Berikut kategori penerima PKH beserta besaran bantuannya pada tahun 2026:
- Ibu hamil/nifas: Rp750.000 per tahap atau Rp3.000.000 per tahun.
- Anak usia dini (0–6 tahun): Rp750.000 per tahap atau Rp3.000.000 per tahun.
- Anak SD/sederajat: Rp225.000 per tahap atau Rp900.000 per tahun.
- Anak SMP/sederajat: Rp375.000 per tahap atau Rp1.500.000 per tahun.
- Anak SMA/sederajat: Rp500.000 per tahap atau Rp2.000.000 per tahun.
- Penyandang disabilitas berat: Rp600.000 per tahap atau Rp2.400.000 per tahun.
- Lanjut usia: Rp600.000 per tahap atau Rp2.400.000 per tahun.
Besaran bantuan yang diterima setiap keluarga dapat berbeda karena disesuaikan dengan komponen yang memenuhi syarat. Penyaluran bantuan dilakukan secara bertahap sesuai jadwal yang ditetapkan oleh Kementerian Sosial.
Apa Arti Hasil Cek PKH?
Setelah proses pencarian selesai, sistem akan menampilkan informasi sesuai data yang tersedia.
- Nama penerima.
- Status sebagai penerima PKH.
- Jenis bantuan sosial yang diterima.
- Periode penyaluran apabila tersedia.
Apabila data berhasil ditemukan, pastikan nama dan informasi yang ditampilkan sesuai dengan identitas pada KTP. Jika terdapat perbedaan data atau informasi yang tidak sesuai, masyarakat dapat menghubungi pemerintah desa, kelurahan, atau dinas sosial setempat untuk memperoleh penjelasan lebih lanjut.

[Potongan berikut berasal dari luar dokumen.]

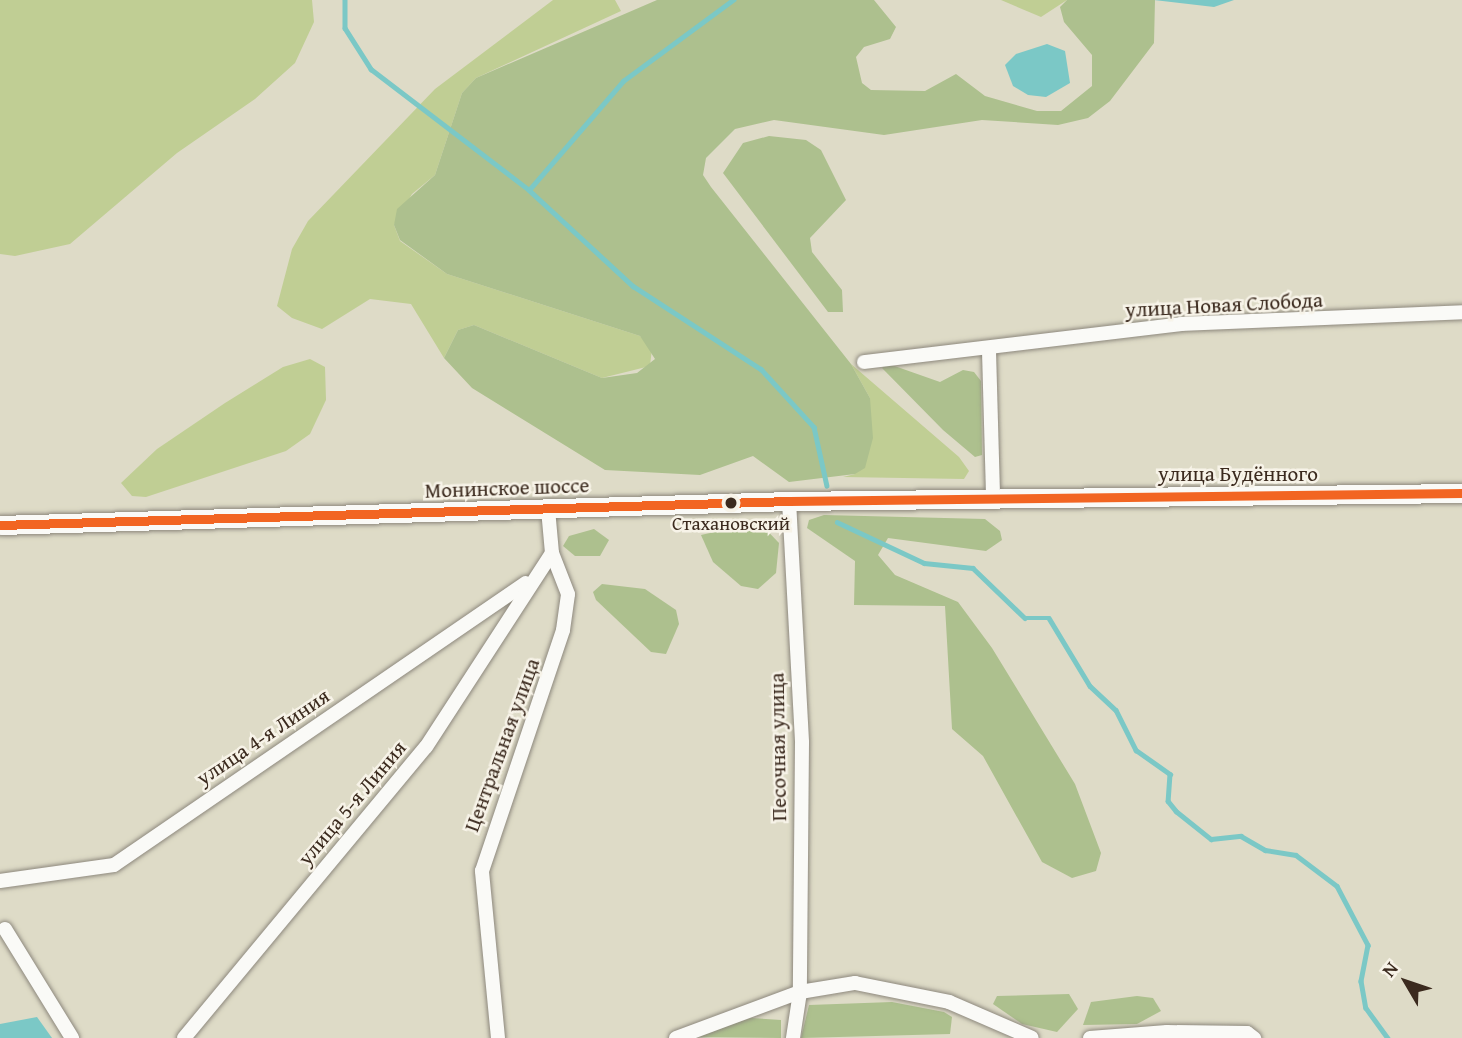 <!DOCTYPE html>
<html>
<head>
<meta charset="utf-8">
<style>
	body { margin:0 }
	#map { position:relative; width:1462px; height:1038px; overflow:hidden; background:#dedbc7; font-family:"Gentium Book Plus",serif }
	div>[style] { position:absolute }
	.green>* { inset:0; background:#c0ce94 }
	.forest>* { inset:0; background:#adc08e }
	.water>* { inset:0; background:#7bc8c6 }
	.stream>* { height:4.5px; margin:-2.25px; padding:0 2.25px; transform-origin:2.25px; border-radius:2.25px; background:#7bc8c6 }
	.roads { filter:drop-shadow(0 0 2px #8d887d) drop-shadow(0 0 2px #8d887d) }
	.minor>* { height:14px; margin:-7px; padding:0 7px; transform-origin:7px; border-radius:7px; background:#fafaf7 }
	.secondary>* { height:19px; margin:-9.5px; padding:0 9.5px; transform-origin:9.5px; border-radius:9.5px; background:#fafaf7 }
	.bus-1>* { height:9px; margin:-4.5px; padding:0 4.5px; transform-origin:4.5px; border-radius:4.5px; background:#f26522 }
	.dots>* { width:19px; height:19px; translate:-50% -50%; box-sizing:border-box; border:4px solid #f7f3e8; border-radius:50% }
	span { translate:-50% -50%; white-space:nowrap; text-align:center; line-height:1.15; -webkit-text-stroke:5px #f7f3e8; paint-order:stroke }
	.bus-label { font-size:19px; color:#3b2a1e }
	.street-label { font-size:21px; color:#3b2a1e }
	.north { position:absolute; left:1371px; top:947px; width:70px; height:70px; -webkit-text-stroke:5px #f7f3e8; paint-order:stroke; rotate:309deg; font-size:19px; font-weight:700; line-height:28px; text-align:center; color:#3b2a1e }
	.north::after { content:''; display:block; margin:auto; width:24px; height:32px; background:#3b2a1e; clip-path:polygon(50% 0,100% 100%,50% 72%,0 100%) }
</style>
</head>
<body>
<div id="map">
	<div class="green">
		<i style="clip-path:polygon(0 0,312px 0,314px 22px,295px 63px,255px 99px,177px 153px,70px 244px,15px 256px,0 254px)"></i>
		<i style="clip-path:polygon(553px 0,615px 0,621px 11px,476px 78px,462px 93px,435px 175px,412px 194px,394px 225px,400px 241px,447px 274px,640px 336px,652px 348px,650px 366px,602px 378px,474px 325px,458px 330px,444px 358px,411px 304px,370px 299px,322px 329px,292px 318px,277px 306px,292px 249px,308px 221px,435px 89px)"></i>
		<i style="clip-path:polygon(1001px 0,1067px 0,1041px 17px)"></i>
		<i style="clip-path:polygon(310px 359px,325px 367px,326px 400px,310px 434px,286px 451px,146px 497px,132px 496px,121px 483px,157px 449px,225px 403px,283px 367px)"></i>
		<i style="clip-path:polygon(851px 364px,959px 457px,969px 471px,964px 479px,843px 477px,855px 474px,870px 398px)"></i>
	</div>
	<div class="forest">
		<i style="clip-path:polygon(657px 0,874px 0,896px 27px,890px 39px,864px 47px,856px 57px,862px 83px,871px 90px,925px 91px,956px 74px,985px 96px,1037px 111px,1061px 111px,1092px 86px,1092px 55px,1064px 22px,1060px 7px,1067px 0,1155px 0,1154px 43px,1110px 101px,1088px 118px,1058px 125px,982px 120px,884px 135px,774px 120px,735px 129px,706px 158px,703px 175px,711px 187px,851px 364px,870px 398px,873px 438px,865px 468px,855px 474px,789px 482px,753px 456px,700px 475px,605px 470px,472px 388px,444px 358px,458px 330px,474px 325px,602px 378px,637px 373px,655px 359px,640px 336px,447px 274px,400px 240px,394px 225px,397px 209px,435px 175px,462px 93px,476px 78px)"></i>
		<i style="clip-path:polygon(769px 136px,806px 140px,821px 150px,846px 200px,810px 238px,812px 252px,842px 290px,843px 312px,828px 312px,723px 173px,743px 143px)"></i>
		<i style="clip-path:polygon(886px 363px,940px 382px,963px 370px,974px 372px,981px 381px,982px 455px,975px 457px,943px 430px,882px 368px)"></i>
		<i style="clip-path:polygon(824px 515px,985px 519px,1000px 531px,1002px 540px,986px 551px,888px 538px,878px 555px,895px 575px,958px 602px,992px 648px,1075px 784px,1101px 853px,1096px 871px,1072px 878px,1042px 862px,983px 756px,952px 729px,945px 606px,854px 605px,855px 561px,807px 528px,809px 520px)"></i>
		<i style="clip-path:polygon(759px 522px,779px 543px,776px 573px,758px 589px,741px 586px,713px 562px,701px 535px)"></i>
		<i style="clip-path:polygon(594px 529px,609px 540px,600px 556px,575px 556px,563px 546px,569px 536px)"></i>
		<i style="clip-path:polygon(602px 584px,645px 589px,676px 610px,679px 624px,666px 654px,651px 652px,596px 600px,593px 592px)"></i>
		<i style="clip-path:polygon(1069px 994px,1078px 1009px,1057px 1032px,1022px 1024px,993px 1004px,997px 996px)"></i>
		<i style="clip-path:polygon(1137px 996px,1153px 998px,1161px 1011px,1137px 1024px,1083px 1025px,1091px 1002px)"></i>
		<i style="clip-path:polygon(892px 1002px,944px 1012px,952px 1017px,950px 1034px,801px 1038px,809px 1005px)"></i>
		<i style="clip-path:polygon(751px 1018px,781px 1020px,781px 1038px,691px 1037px)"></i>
	</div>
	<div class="water">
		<i style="clip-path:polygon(1154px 0,1234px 0,1214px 7px)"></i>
		<i style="clip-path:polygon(1047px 44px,1065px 51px,1070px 83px,1046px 97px,1028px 95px,1013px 86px,1005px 65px,1016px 54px)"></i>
		<i style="clip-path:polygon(37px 1017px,52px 1038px,0 1038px,0 1024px)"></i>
	</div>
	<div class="stream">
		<i style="left:345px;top:0;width:28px;rotate:90deg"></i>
		<i style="left:345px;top:28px;width:49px;rotate:57.6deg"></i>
		<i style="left:371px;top:69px;width:199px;rotate:37.4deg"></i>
		<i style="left:529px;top:190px;width:142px;rotate:42.7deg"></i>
		<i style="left:633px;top:286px;width:153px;rotate:33deg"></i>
		<i style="left:761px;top:369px;width:79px;rotate:47.6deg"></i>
		<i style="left:814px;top:427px;width:60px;rotate:77.6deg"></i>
		<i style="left:529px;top:190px;width:144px;rotate:-49.2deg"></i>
		<i style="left:623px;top:81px;width:137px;rotate:-36.4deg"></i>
		<i style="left:837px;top:522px;width:96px;rotate:25.2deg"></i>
		<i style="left:924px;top:563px;width:49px;rotate:5.8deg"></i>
		<i style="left:973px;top:568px;width:72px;rotate:43.9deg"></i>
		<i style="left:1025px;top:618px;width:24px"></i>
		<i style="left:1049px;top:618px;width:79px;rotate:58.9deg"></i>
		<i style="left:1090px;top:686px;width:35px;rotate:43deg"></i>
		<i style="left:1116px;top:710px;width:45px;rotate:63.4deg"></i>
		<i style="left:1136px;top:750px;width:42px;rotate:35.2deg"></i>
		<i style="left:1170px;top:774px;width:27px;rotate:94deg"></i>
		<i style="left:1168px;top:801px;width:13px;rotate:51deg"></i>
		<i style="left:1176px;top:811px;width:45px;rotate:38.7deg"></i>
		<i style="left:1211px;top:839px;width:30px;rotate:-6deg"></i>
		<i style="left:1241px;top:836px;width:28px;rotate:30deg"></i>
		<i style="left:1265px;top:850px;width:31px;rotate:9deg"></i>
		<i style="left:1296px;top:855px;width:51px;rotate:37.1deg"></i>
		<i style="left:1337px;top:886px;width:67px;rotate:62.3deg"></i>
		<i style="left:1368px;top:945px;width:37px;rotate:101deg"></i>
		<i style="left:1361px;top:981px;width:27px;rotate:80deg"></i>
		<i style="left:1366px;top:1008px;width:37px;rotate:54deg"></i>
	</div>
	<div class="roads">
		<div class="minor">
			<i style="left:989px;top:351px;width:147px;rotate:88.4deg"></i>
			<i style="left:864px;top:362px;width:319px;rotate:-6.8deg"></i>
			<i style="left:1181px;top:324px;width:281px;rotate:-2.4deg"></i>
			<i style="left:789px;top:501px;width:242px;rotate:86.9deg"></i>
			<i style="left:802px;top:743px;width:249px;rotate:90.5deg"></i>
			<i style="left:800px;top:992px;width:47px;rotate:98.7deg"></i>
			<i style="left:0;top:881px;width:115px;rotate:-8deg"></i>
			<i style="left:114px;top:865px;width:499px;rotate:-34.4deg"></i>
			<i style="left:5px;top:929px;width:128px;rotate:58.4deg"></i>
			<i style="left:184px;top:1038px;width:378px;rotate:-50.3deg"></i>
			<i style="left:426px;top:747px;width:231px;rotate:-57deg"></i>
			<i style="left:552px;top:553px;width:44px;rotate:-95.2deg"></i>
			<i style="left:498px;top:1038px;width:168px;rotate:-95.5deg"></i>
			<i style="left:482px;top:871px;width:254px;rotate:-71.4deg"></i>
			<i style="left:563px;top:630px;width:36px;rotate:-82deg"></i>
			<i style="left:568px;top:594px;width:44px;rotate:-111.3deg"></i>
			<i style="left:676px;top:1038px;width:132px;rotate:-20.4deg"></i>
			<i style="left:800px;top:992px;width:56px;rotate:-9.3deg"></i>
			<i style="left:855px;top:983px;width:96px;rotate:11.4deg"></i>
			<i style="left:949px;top:1002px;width:90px;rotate:23.4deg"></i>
			<i style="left:1090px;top:1038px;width:77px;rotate:-4.5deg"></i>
			<i style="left:1167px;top:1032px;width:80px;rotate:0.7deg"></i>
			<i style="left:1247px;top:1033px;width:9px;rotate:36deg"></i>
		</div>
		<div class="secondary">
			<i style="left:0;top:525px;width:789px;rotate:-1.74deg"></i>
			<i style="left:789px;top:501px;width:673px;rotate:-0.68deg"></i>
		</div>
	</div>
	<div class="bus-1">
		<i style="left:0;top:525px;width:789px;rotate:-1.74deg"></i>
		<i style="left:789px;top:501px;width:673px;rotate:-0.68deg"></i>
	</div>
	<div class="dots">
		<i style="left:731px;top:503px;background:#3b2a1e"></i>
	</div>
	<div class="bus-label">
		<span style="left:731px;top:524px">Стахановский</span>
	</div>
	<div class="street-label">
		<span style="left:1224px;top:305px;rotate:-3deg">улица Новая Слобода</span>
		<span style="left:1238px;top:474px">улица Будённого</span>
		<span style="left:507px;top:488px;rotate:-2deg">Монинское шоссе</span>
		<span style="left:263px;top:737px;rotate:-34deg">улица 4-я Линия</span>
		<span style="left:502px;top:745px;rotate:-70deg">Центральная улица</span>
		<span style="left:778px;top:747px;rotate:-91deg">Песочная улица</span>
		<span style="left:352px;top:803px;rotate:-50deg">улица 5-я Линия</span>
	</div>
	<div class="north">N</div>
</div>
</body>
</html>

Mengapa Nama Tidak Muncul Saat Cek PKH?
Beberapa penyebab yang sering terjadi antara lain:
- NIK yang dimasukkan tidak sesuai.
- Kesalahan memasukkan kode captcha.
- Data masih dalam proses verifikasi.
- Belum terdaftar sebagai Keluarga Penerima Manfaat (KPM).
- Data belum diperbarui pada sistem Kemensos.
Apabila merasa memenuhi persyaratan tetapi nama belum muncul, masyarakat dapat menghubungi pemerintah desa, kelurahan, atau dinas sosial setempat untuk memperoleh informasi mengenai pembaruan data.
Tips Sebelum Mengecek PKH
- Pastikan NIK yang dimasukkan sesuai dengan data pada KTP.
- Gunakan koneksi internet yang stabil.
- Masukkan kode captcha dengan benar.
- Gunakan website atau aplikasi resmi Kemensos.
- Hindari menggunakan situs atau aplikasi yang tidak resmi untuk menjaga keamanan data pribadi.
- Lakukan pengecekan kembali secara berkala apabila data belum ditemukan.
Kesimpulan
Cara cek PKH melalui website resmi Kemensos maupun aplikasi Cek Bansos menjadi cara paling praktis untuk mengetahui status penerima bantuan tanpa harus datang ke kantor pemerintahan. Pastikan data yang dimasukkan sesuai dengan Nomor Induk Kependudukan (NIK) pada KTP agar hasil pencarian lebih akurat.
Jika nama belum muncul saat melakukan pengecekan, jangan terburu-buru menyimpulkan bahwa Anda bukan penerima PKH. Lakukan pengecekan kembali secara berkala karena data penerima dapat berubah mengikuti proses verifikasi, validasi, dan pemutakhiran yang dilakukan oleh pemerintah.